Please transcribe the data below in full. Omit any picture you find in it.

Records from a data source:
........

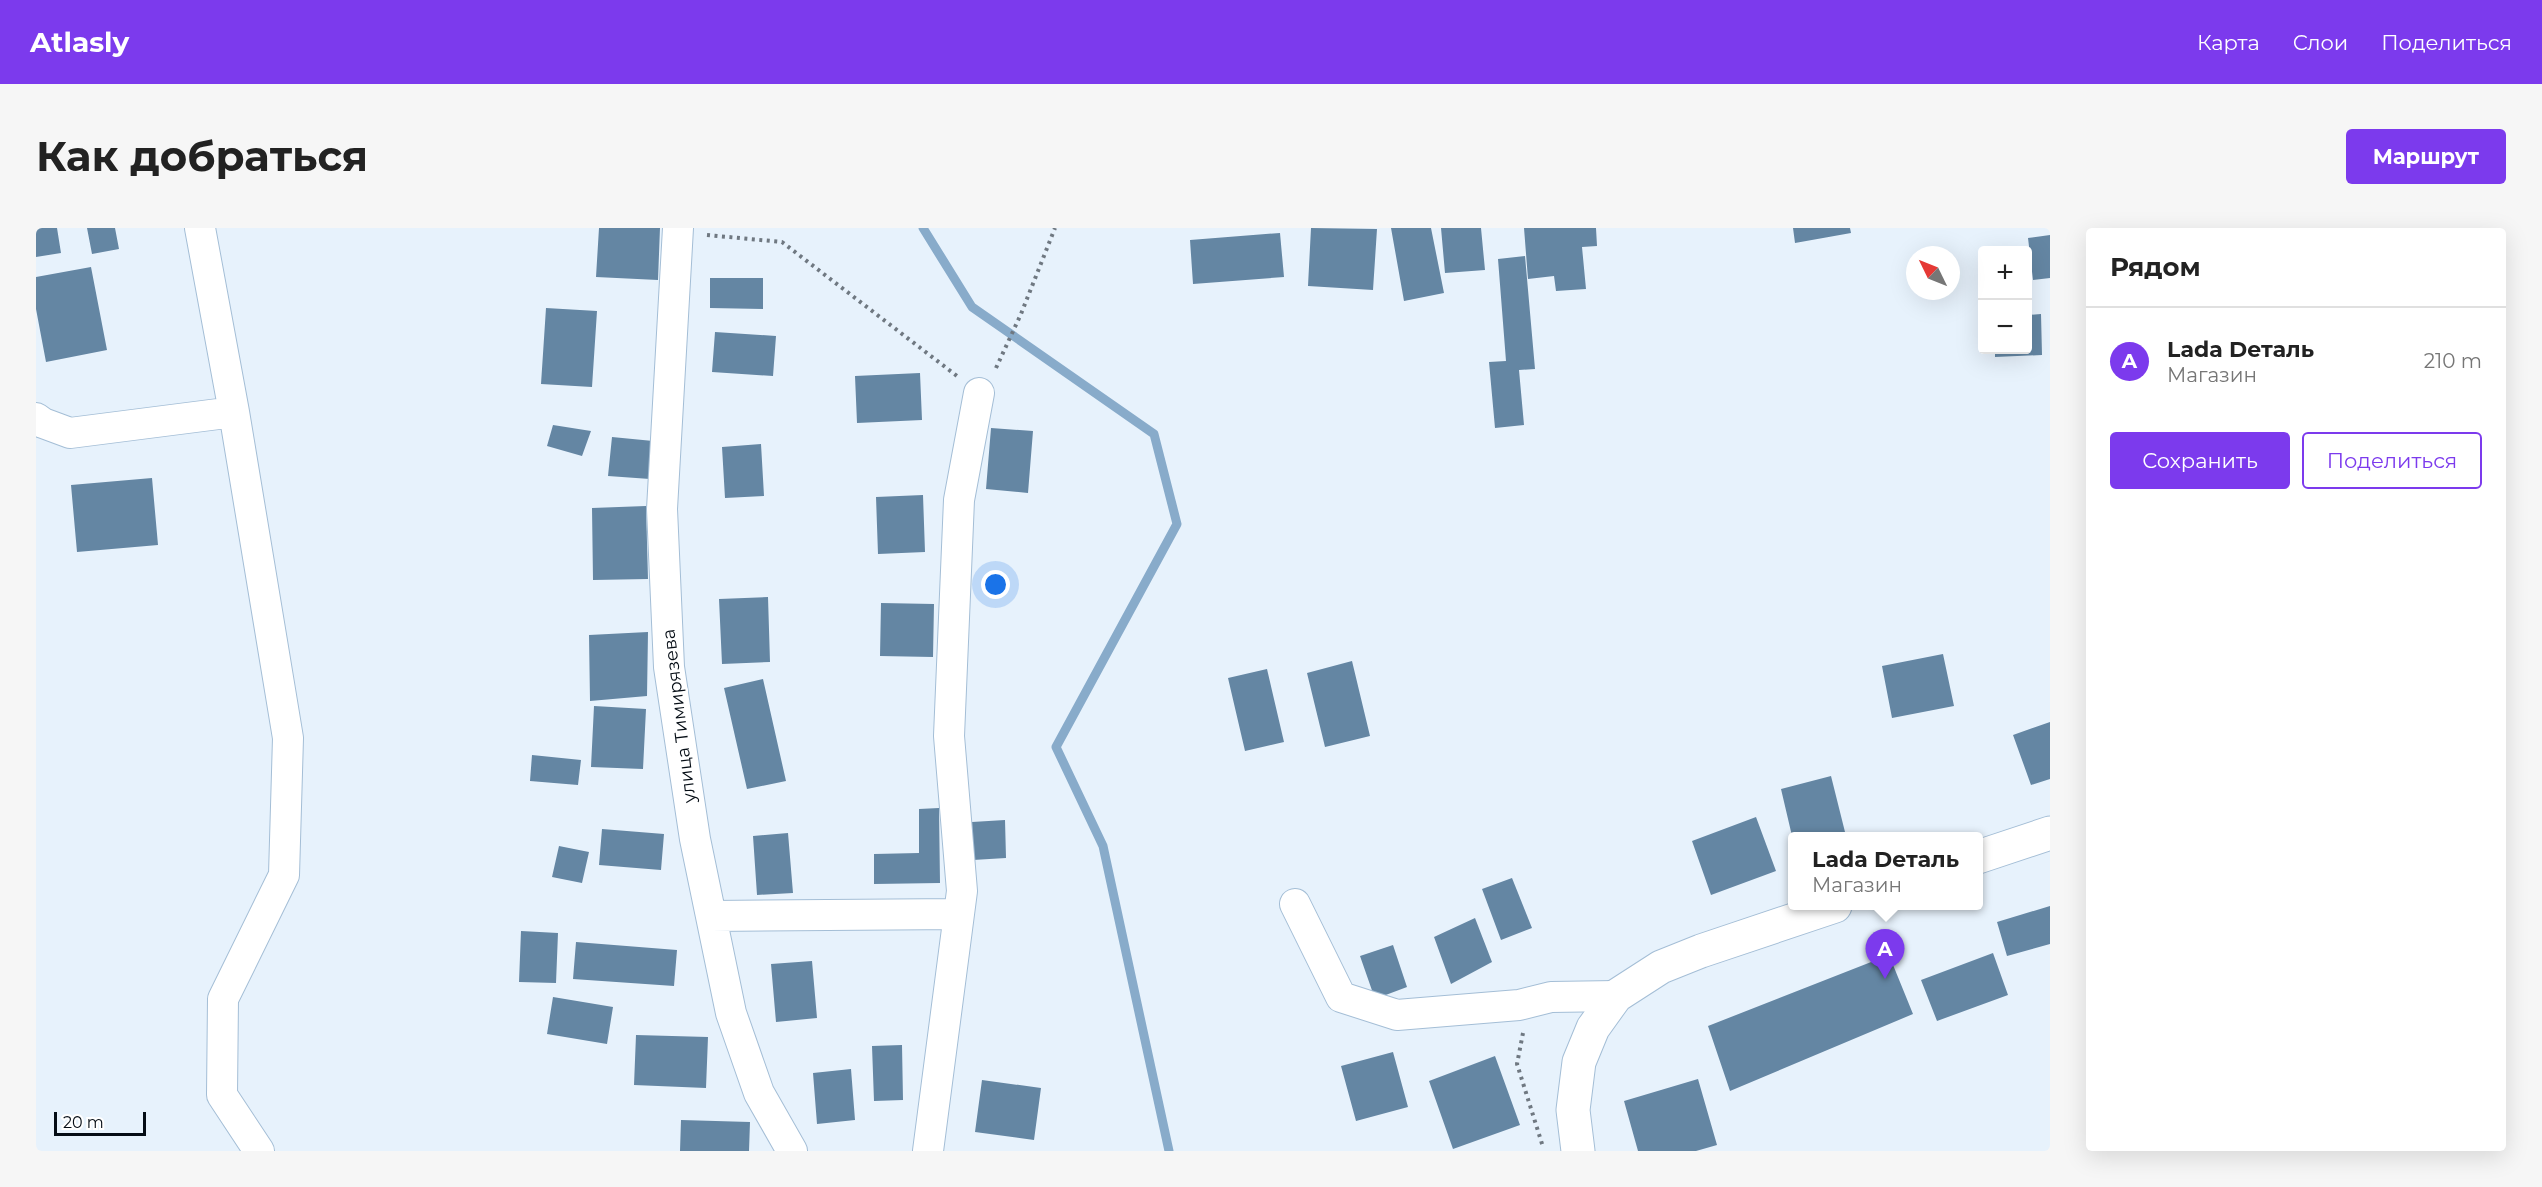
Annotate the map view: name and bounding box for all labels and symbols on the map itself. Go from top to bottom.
north arrow [1906,246,1960,300]
your location [981,570,1010,599]
street label: улица Тимирязева [657,628,701,805]
pin: A [1866,930,1904,979]
scale bar [54,1109,146,1136]

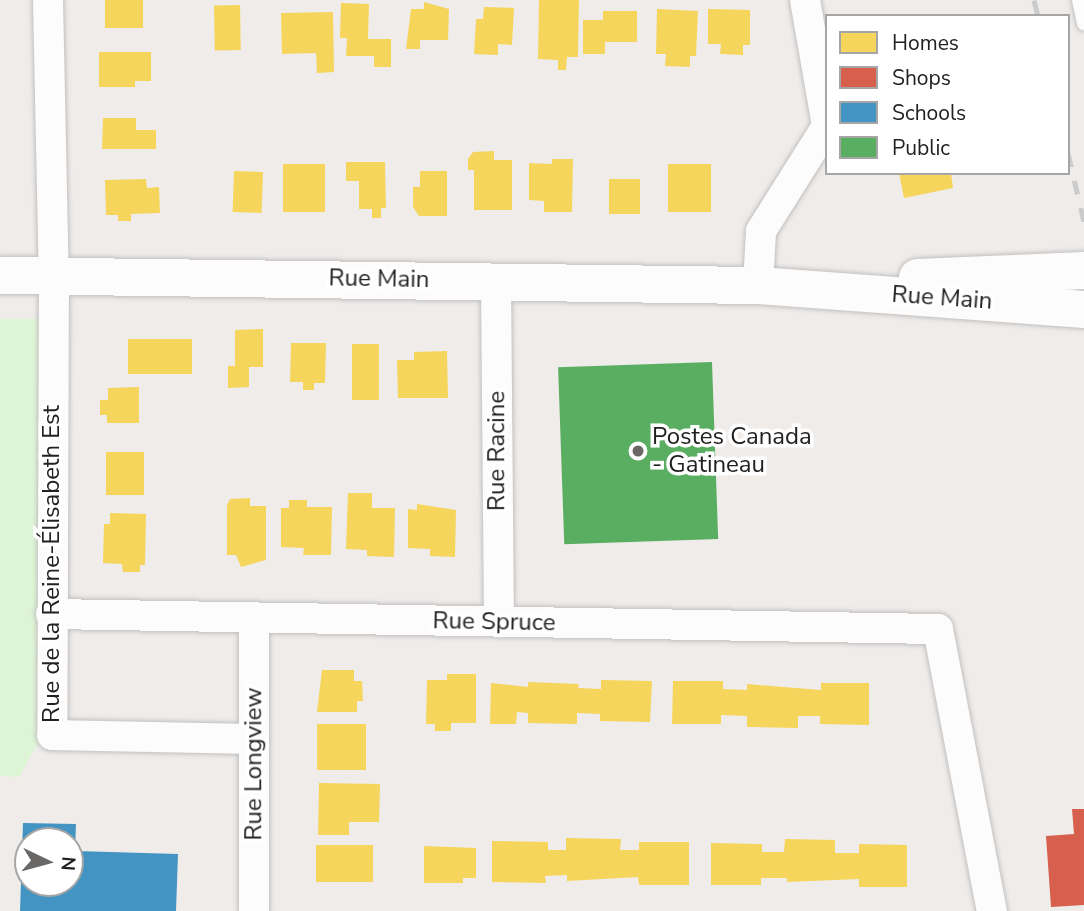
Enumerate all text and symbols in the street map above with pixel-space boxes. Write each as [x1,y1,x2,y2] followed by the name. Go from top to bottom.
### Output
[825,14,1070,175] legend
[892,29,959,57] text: Homes
[892,64,951,92] text: Shops
[892,99,966,127] text: Schools
[892,134,950,162] text: Public
[328,264,430,294] street label: Rue Main
[891,280,993,316] street label: Rue Main
[483,391,511,511] street label: Rue Racine
[38,405,66,723] street label: Rue de la Reine-Élisabeth Est
[652,423,812,479] place label: Postes Canada - Gatineau
[630,443,646,459] marker: Postes Canada - Gatineau
[432,607,556,637] street label: Rue Spruce
[240,687,268,841] street label: Rue Longview
[14,827,84,897] north arrow
[54,855,81,872] text: N

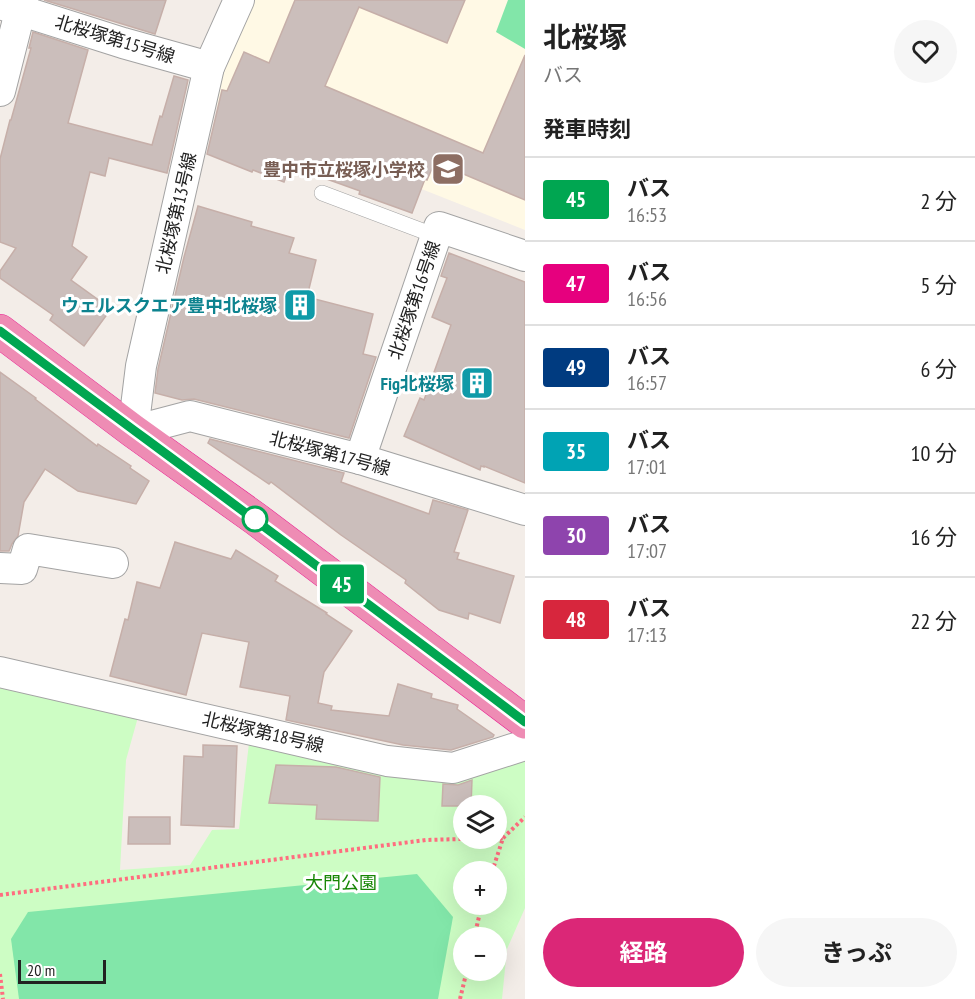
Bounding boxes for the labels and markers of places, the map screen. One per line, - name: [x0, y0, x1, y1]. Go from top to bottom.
- school or university icon: 豊中市立桜塚小学校: [430, 151, 466, 187]
- place label: 豊中市立桜塚小学校: [263, 158, 425, 181]
- building icon: ウェルスクエア豊中北桜塚: [282, 287, 318, 323]
- place label: ウェルスクエア豊中北桜塚: [61, 294, 277, 317]
- building icon: Fig北桜塚: [459, 365, 495, 401]
- place label: Fig北桜塚: [380, 372, 454, 395]
- unlabelled marker: [242, 506, 268, 532]

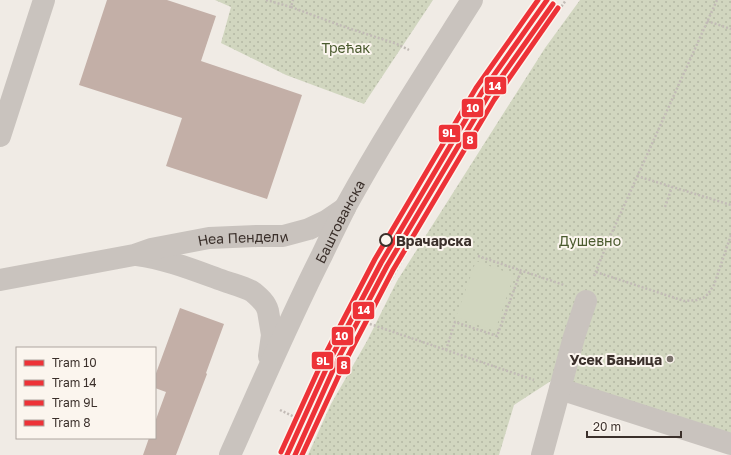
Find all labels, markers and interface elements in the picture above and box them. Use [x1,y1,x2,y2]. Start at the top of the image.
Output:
park label: Трећак [322,39,370,56]
line badge: 14 [484,76,507,95]
text: 14 [489,79,501,92]
line badge: 10 [461,98,484,118]
text: 10 [467,101,479,114]
line badge: 9L [438,124,461,143]
text: 9L [442,126,456,139]
line badge: 8 [462,131,478,150]
text: 8 [466,133,474,146]
street label: Баштованска [311,176,368,266]
street label: Неа Пендели [196,227,290,249]
place label: Врачарска [396,232,472,249]
park label: Душевно [559,232,621,249]
marker: Врачарска [379,233,393,247]
line badge: 14 [352,301,375,320]
text: 14 [358,303,370,316]
line badge: 10 [331,326,354,346]
text: 10 [336,329,348,342]
legend [16,347,156,439]
line badge: 9L [311,351,334,370]
place label: Усек Бањица [569,351,662,368]
text: 9L [316,354,330,367]
marker: Усек Бањица [665,354,675,364]
text: Tram 10 [52,355,97,370]
line badge: 8 [336,356,351,375]
text: 8 [340,358,348,371]
text: Tram 14 [52,375,96,390]
text: Tram 9L [52,395,98,410]
scale bar [587,413,681,439]
text: Tram 8 [52,415,91,430]
text: 20 m [593,419,621,434]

........

PROBLEM SOLUTION:
Annotate the map view: name and bounding box for all labels and symbols on the map itself. Go from top to bottom.
north arrow [1906,246,1960,300]
your location [981,570,1010,599]
street label: улица Тимирязева [657,628,701,805]
pin: A [1866,930,1904,979]
scale bar [54,1109,146,1136]

Enumerate all text and symbols in the street map above with pixel-space boxes. Write each as [x1,y1,x2,y2] followed by the name. Go from top to bottom.
### Output
[825,14,1070,175] legend
[892,29,959,57] text: Homes
[892,64,951,92] text: Shops
[892,99,966,127] text: Schools
[892,134,950,162] text: Public
[328,264,430,294] street label: Rue Main
[891,280,993,316] street label: Rue Main
[483,391,511,511] street label: Rue Racine
[38,405,66,723] street label: Rue de la Reine-Élisabeth Est
[652,423,812,479] place label: Postes Canada - Gatineau
[630,443,646,459] marker: Postes Canada - Gatineau
[432,607,556,637] street label: Rue Spruce
[240,687,268,841] street label: Rue Longview
[14,827,84,897] north arrow
[54,855,81,872] text: N

Bounding boxes for the labels and markers of places, the map screen. One per line, - name: [x0, y0, x1, y1]. Go from top to bottom.
- school or university icon: 豊中市立桜塚小学校: [430, 151, 466, 187]
- place label: 豊中市立桜塚小学校: [263, 158, 425, 181]
- building icon: ウェルスクエア豊中北桜塚: [282, 287, 318, 323]
- place label: ウェルスクエア豊中北桜塚: [61, 294, 277, 317]
- building icon: Fig北桜塚: [459, 365, 495, 401]
- place label: Fig北桜塚: [380, 372, 454, 395]
- unlabelled marker: [242, 506, 268, 532]

Find all labels, markers and interface elements in the picture above and box them. Use [x1,y1,x2,y2]. Start at the top of the image.
Output:
park label: Трећак [322,39,370,56]
line badge: 14 [484,76,507,95]
text: 14 [489,79,501,92]
line badge: 10 [461,98,484,118]
text: 10 [467,101,479,114]
line badge: 9L [438,124,461,143]
text: 9L [442,126,456,139]
line badge: 8 [462,131,478,150]
text: 8 [466,133,474,146]
street label: Баштованска [311,176,368,266]
street label: Неа Пендели [196,227,290,249]
place label: Врачарска [396,232,472,249]
park label: Душевно [559,232,621,249]
marker: Врачарска [379,233,393,247]
line badge: 14 [352,301,375,320]
text: 14 [358,303,370,316]
line badge: 10 [331,326,354,346]
text: 10 [336,329,348,342]
legend [16,347,156,439]
line badge: 9L [311,351,334,370]
place label: Усек Бањица [569,351,662,368]
text: 9L [316,354,330,367]
marker: Усек Бањица [665,354,675,364]
text: Tram 10 [52,355,97,370]
line badge: 8 [336,356,351,375]
text: 8 [340,358,348,371]
text: Tram 14 [52,375,96,390]
text: Tram 9L [52,395,98,410]
scale bar [587,413,681,439]
text: Tram 8 [52,415,91,430]
text: 20 m [593,419,621,434]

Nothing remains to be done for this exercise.